HET BY MIJ EENE VISITE AFLEGGEN.

Seeing, however, that dear was lief or dierbaar, I could easily make out a form of friendly address:—‘Dierbare mijnheer’ or briefly ‘Dierbaar.’

It was a toss up, indeed whether to take the stiff title Hooggeachte Heer (for Hoogedelgestrenge Heer seemed too much of a good thing for a note about an umbrella) or this more affectionate but somewhat doubtful Dierbaar!

I finally decided on a combination, one at the beginning and one at the end.

I sailed along quite comfortably until I arrived at his ‘doing me the honour to call’. This required hammering out; and when I had tortured myself a long time over it, here is what I got: ‘wanneer gij mij vereerdet door het bij mij eene visite afleggen’. Dreadfully round-about, you perceive!
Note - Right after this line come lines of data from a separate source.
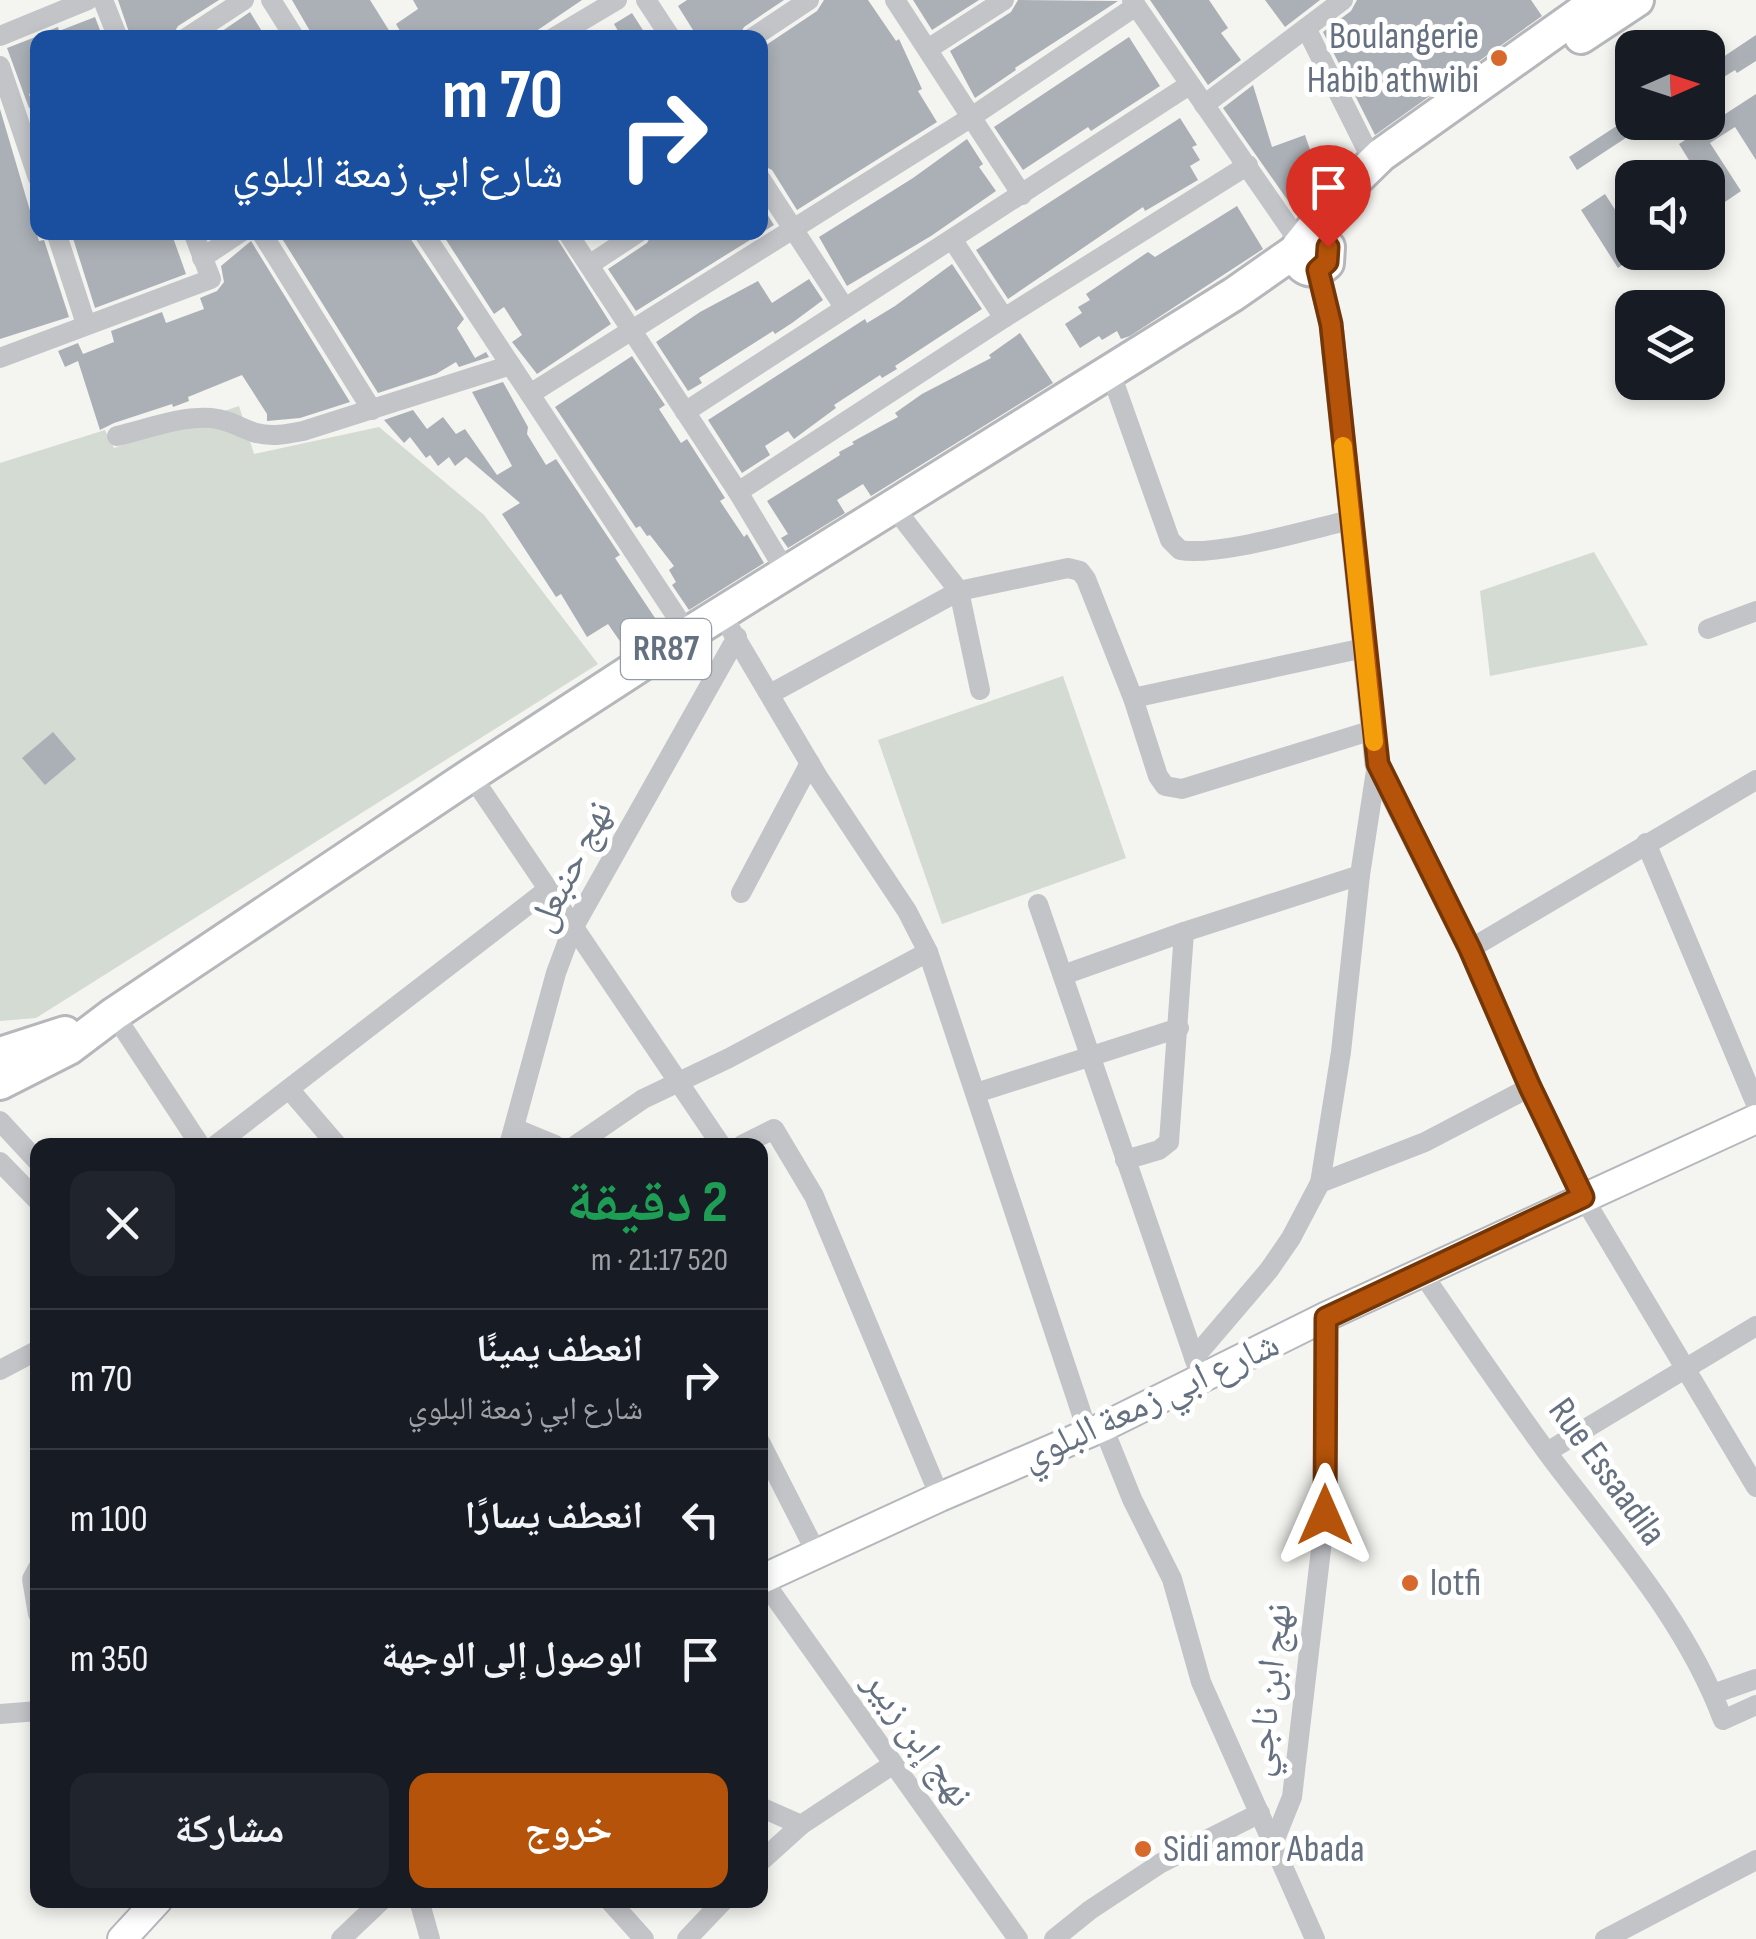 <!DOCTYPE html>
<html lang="ar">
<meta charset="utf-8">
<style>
:root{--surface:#171b24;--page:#20242c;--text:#f1f3f6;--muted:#9ea1a6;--line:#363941;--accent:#b45309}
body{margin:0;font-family:"Sofia Sans Condensed","Noto Naskh Arabic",sans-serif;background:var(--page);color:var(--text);direction:rtl;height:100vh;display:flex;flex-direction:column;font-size:38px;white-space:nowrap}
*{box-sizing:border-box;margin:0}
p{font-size:32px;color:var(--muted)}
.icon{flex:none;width:55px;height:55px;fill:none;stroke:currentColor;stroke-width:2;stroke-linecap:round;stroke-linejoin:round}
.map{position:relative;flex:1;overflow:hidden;direction:ltr}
.details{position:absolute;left:30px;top:1138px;width:738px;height:770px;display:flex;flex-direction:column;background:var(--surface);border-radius:20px;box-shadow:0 5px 15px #0003;direction:rtl}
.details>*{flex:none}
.top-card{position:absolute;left:30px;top:30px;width:738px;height:210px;border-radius:20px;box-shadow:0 5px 15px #0003;direction:rtl;background:#1a4fa0;color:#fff;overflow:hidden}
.needle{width:65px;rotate:87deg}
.controls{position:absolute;left:1615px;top:30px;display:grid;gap:20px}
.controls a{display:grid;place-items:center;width:110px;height:110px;border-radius:20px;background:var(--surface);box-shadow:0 5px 15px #0003;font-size:50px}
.pin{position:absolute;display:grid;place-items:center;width:85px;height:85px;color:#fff;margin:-102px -42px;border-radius:50% 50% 50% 0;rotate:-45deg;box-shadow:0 0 10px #0007}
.pin .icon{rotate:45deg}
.me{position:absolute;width:110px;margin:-55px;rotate:0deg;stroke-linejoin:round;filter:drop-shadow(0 0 8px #0008)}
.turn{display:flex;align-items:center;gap:35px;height:210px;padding:0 40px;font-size:45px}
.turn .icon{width:130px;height:130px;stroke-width:2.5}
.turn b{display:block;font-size:70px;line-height:85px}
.round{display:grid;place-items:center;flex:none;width:105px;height:105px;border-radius:20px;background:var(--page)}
.head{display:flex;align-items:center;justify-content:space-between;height:170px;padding:0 40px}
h1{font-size:60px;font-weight:700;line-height:75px;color:#1e9e55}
.cta{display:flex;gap:20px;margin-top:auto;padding:20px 40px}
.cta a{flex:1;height:115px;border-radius:20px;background:var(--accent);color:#fff;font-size:40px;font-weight:700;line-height:115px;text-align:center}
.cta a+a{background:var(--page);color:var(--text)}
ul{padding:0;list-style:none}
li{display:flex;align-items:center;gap:30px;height:140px;padding:0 40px;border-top:2px solid var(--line)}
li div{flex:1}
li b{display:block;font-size:38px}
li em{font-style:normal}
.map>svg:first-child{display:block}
.green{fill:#d4dbd2}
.building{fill:#abb0b6}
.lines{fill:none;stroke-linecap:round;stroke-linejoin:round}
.secondary-casing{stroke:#b4b7bc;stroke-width:32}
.primary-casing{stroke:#b5b7bb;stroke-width:38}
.minor{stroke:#c2c4c8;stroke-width:20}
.tertiary{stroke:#c2c4c8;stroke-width:25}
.secondary{stroke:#fff;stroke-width:28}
.primary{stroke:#fff;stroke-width:32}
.route-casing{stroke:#753606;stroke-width:25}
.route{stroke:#b45309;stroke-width:18}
.slow{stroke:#f59e0b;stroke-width:18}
.poi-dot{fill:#d8692c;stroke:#fff;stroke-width:4}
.labels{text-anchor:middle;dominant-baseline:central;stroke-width:10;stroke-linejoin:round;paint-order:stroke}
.shield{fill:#fff;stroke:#939ba6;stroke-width:2.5}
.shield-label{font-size:35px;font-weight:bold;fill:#657080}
.poi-label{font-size:38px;fill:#657080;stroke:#fff;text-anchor:start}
.street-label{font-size:38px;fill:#657080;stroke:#fff}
</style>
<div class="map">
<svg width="1756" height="1939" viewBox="0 0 1756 1939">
<rect width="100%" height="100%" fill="#f4f4f0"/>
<g class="green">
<polygon points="239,406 254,454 379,427 484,515 598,664 36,1018 0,1021 0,463 105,430 114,448"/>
<polygon points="1594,552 1648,645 1490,676 1480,591"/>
<polygon points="1063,676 1126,858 942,924 878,740"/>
</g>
<g class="building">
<polygon points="118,0 219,0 178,26 171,38 131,38"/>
<polygon points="292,0 370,0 390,32 381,38 314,38"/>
<polygon points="413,0 582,0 526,38 404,38 396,24 418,9"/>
<polygon points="687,0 784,0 744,27 738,38 698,38 678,6"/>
<polygon points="824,0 868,0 896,41 899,39 922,89 918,91 937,122 797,210 772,170 760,164 760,49 817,11"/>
<polygon points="913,0 979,0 932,30"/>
<polygon points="1018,0 1118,1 1015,68 1016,70 975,98 950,51 1011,12"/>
<polygon points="1150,0 1209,0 1228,28 1221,33 1241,60 1208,85"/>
<polygon points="1265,0 1320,0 1285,27"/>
<polygon points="1357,0 1531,0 1542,16 1375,135 1323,32 1351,11"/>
<polygon points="250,12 266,38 212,38"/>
<polygon points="632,13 648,38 622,38 614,24"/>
<polygon points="95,17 103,38 45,38 45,32 58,27 59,31"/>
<polygon points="1756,35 1756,61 1737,73 1735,70 1708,87 1708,67"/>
<polygon points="38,36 38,91 29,94 34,106 29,108 7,48"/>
<polygon points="1129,37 1160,86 1091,131 1088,127 1023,170 994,127"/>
<polygon points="1253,85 1272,147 1305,135 1318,173 1326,170 1330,177 1298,215 1223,108"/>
<polygon points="1756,94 1756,160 1735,127 1710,143 1741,191 1719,206 1708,188 1708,178 1700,178 1679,144"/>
<polygon points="0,109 39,241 44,240 69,317 0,339"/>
<polygon points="1632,116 1632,122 1650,122 1577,170 1569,157"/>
<polygon points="1180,118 1197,145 1192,147 1200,160 1190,166 1198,180 1145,211 1143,207 1008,299 976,250"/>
<polygon points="967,139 983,164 979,167 996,191 931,236 847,286 819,237 913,178"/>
<polygon points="1605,194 1632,236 1632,258 1618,268 1581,210"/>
<polygon points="760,203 774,225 636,311 608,269 647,243 653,232 760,232"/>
<polygon points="1237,206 1263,249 1130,336 1121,339 1117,331 1102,340 1099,336 1080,348 1065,324 1082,313 1078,307 1090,300 1086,294 1148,252 1155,257"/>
<polygon points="71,232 171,232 186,274 95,308"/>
<polygon points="278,232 406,232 464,319 457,328 475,358 486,352 489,357 459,367 456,362 436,374 378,393"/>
<polygon points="441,232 553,232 611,324 537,374 512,342 522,335 504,307 494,314"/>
<polygon points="251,241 350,402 300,418 267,421 267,414 242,375 188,397 189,401 173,407 172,404 114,423 100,430 78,361 65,367 58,351 78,343 83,354 114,342 111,331 162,312 166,323 204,309 200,298 217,291 224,282 221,266"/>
<polygon points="952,264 982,309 895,366 897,369 882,378 880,375 834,405 836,408 794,439 788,431 765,446 770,455 742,473 708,420 865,319 867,323 895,306"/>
<polygon points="809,279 823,300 792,323 775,334 773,331 699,378 702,383 688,391 656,342 700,312 758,281 772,303"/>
<polygon points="1020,333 1053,383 871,496 863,484 837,500 845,513 788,548 781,538 788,534 767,501 840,455 839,452 854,444 852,442 898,417 895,413 922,394 991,358 989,355"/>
<polygon points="632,356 665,405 659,409 681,443 687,439 725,498 720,501 744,537 747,534 764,563 689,610 672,585 676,582 669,570 674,566 650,535 647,536 640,526 636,528 555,407"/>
<polygon points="503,382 528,427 527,434 546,465 556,459 620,555 615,558 661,627 626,650 608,624 587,637 561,594 556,597 502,514 520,503 466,457 455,466 449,457 438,466 430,455 426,458 410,437 404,443 384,420 413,410 427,429 443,417 456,434 465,429 497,475 512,466 472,392"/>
<polygon points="53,732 76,759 45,785 22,758"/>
</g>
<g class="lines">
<g class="secondary-casing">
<g id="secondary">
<polyline points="760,1580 940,1497 1103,1427 1325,1317 1756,1119"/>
<polyline points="122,1939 158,1900"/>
</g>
</g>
<g class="primary-casing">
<g id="primary">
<polyline points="1581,37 1637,0"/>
<path d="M1307,238l15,2 6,7 -1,16c-15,14 -33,4 -29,-16l39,-49 44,-43 218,-155"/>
<polyline points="0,1054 65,1033"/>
<polyline points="0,1083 69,1048 114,1014 471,775 688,634 1234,294 1297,250"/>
</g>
</g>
<g class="minor">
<polyline points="103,0 118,38"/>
<polyline points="271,0 295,38"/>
<polyline points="646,0 671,38"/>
<polyline points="895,0 1022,195"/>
<polyline points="1132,0 1300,243"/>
<polyline points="1306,28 1373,162"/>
<polyline points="0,36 88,0"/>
<polyline points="186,38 244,0"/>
<polyline points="553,38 617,0"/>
<polyline points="752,38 809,0"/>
<polyline points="928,49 1004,0"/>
<polyline points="0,66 38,178"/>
<polyline points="1204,105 1343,0"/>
<polyline points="760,178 844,307"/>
<polyline points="56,232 86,324"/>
<polyline points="261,232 372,410"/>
<polyline points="423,232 688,634"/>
<polyline points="567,232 738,492 786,572"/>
<polyline points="952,239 1004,318"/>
<polyline points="202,258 241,232"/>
<polyline points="589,265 639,232"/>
<polyline points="0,358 211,279 193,232"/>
<path d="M1110,371l60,169 10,10c38,7 130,-21 171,-30"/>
<polyline points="530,394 970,118 1136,6"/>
<polyline points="685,412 1189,85"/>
<path d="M117,436c30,-7 62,-20 94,-18 17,1 29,10 45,15 16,4 31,1 47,-2l208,-66"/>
<polyline points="738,492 1004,318 1248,165"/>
<polyline points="893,506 959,591 980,690"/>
<polyline points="721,613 818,777 907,911 928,952 1088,1433"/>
<polyline points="1708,629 1756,611"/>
<polyline points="770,694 959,591 1068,568 1080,571 1086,579 1133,698 1158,776 1165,786 1182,789 1373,730"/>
<polyline points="1133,698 1364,648"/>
<polyline points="471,775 721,1145"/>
<polyline points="1646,843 1756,1104"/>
<polyline points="741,893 810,763"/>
<polyline points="1038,904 1197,1366"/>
<polyline points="1470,949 1756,780"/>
<polyline points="1063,975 1184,932 1360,875"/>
<polyline points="114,1014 200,1145"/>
<polyline points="289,1089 337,1145"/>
<polyline points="976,1093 1179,1028"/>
<polyline points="0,1121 38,1162"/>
<polyline points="514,1128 555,1145"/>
<polyline points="216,1145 547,890"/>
<polyline points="509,1145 556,973 572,930 737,637"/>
<polyline points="576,1145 643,1099 729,1058 928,952"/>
<polyline points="742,1145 774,1129 814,1196 940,1497"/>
<polyline points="1125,1160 1159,1150 1169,1142 1184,932"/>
<polyline points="0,1162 38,1201"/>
<polyline points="1320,1183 1425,1142 1530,1087"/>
<polyline points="1583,1197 1756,1487"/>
<path d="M1422,1273c44,64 87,128 133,190 62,81 132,160 168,257l33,-15"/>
<polyline points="1194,1358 1269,1270 1291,1238 1320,1183 1341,1052 1360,875 1377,764"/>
<polyline points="0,1370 38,1350"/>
<polyline points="1103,1427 1132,1499 1172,1579 1201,1682 1273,1844"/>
<polyline points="760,1442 817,1554"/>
<polyline points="1547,1452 1756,1326"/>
<polyline points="38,1568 32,1579 38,1614"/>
<polyline points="762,1579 1018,1939"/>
<polyline points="1713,1694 1756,1679"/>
<polyline points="0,1714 38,1711"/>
<polyline points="760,1807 801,1825"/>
<polyline points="760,1862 801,1825 892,1765"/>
<polyline points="419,1900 430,1939"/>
<polyline points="609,1900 644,1939"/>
<polyline points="341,1939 382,1900"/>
<polyline points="687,1939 724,1900"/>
<polyline points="1054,1939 1090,1910 1161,1863 1260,1813"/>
<polyline points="1315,1939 1273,1844 1292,1797 1325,1515 1325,1317"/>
<polyline points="1605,1939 1756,1860"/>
</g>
<polyline class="tertiary" points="1318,269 1331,324 1377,764 1470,949 1530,1087 1583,1197"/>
<use href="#secondary" class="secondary"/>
<use href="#primary" class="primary"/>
</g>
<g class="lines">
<g class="route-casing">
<polyline id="route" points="1325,1515 1326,1318 1583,1197 1530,1087 1470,949 1378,764 1331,324 1318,270 1327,262 1328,247"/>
</g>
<use href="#route" class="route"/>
<polyline class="slow" points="1343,446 1374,742"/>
</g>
<g class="poi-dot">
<circle cx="1499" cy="58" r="10"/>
<circle cx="1410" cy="1583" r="10"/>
<circle cx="1143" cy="1849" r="10"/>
</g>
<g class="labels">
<rect class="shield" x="621" y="619" width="90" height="60" rx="8"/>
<g class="shield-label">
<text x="666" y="649">RR87</text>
</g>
<g class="poi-label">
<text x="1479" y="36" text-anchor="end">Boulangerie<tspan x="1479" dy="44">Habib athwibi</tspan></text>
<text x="1430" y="1583">lotfi</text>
<text x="1163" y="1849">Sidi amor Abada</text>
</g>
<g class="street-label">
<text transform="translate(571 866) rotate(-63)">نهج حنبعل</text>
<text transform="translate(1150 1401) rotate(-25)">شارع ابي زمعة البلوي</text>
<text transform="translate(1607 1472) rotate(54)">Rue Essaadila</text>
<text transform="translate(1269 1690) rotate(-83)">نهج ابن ناجي</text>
<text transform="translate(918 1739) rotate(54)">نهج إبن زبير</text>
</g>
</g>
</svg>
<div class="controls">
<a><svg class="needle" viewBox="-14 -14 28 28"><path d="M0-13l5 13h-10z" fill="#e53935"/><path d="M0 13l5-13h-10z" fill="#9ea1a6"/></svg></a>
<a><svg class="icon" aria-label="sound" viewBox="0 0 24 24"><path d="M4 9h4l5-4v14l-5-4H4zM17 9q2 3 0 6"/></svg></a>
<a><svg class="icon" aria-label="layers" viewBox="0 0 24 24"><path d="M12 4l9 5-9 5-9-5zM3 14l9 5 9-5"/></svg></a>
</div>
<div class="pin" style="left:1328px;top:247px;background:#d93025"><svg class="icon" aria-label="arrive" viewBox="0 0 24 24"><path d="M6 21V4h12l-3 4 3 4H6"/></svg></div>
<svg class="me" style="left:1325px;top:1515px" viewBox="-20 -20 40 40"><path d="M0-17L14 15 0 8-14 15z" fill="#b45309" stroke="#fff" stroke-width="4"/></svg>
<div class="top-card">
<div class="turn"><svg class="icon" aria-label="right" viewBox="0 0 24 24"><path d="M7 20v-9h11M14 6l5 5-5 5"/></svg><div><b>70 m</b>شارع ابي زمعة البلوي</div></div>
</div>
<section class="details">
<div class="head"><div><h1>2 دقيقة</h1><p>520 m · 21:17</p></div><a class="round"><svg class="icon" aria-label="close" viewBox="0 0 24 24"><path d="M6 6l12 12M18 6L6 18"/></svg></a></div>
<ul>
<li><svg class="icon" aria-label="right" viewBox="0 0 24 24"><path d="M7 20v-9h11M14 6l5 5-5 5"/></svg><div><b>انعطف يمينًا</b><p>شارع ابي زمعة البلوي</p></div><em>70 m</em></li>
<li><svg class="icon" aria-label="left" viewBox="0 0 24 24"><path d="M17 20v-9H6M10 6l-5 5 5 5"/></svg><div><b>انعطف يسارًا</b></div><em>100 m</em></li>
<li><svg class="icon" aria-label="arrive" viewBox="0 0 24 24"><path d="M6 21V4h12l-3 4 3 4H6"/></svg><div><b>الوصول إلى الوجهة</b></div><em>350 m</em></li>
</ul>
<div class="cta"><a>خروج</a><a>مشاركة</a></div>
</section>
</div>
So I just fell back upon brevity, and trusted to luck to carry me safely through. ‘Op mij te roepen’, sounded terse and likely; and I chose it to avoid worse pitfalls with door and the infinitive.

As ‘I beg’ had a brusque ring, I made it a trifle mellower and more courteous by the helpful and familiar ‘verschoon mij’. ‘Verschoon mij, dat ik bedel,’ I could not improve on that.

But the proper division of ‘overhandigen’ into its component parts was not easy.

VERTROUWELIJK OR WAARACHTIG.

To get the right ‘hang’ of this sentence, I forcibly detached the ‘over’, and dragged this harmless voorzetsel well forward so as not to impede the action of its own particular verb, when you got so far. This much improved the rhythm; and I gave myself some freedom in the phrasing to keep up the style.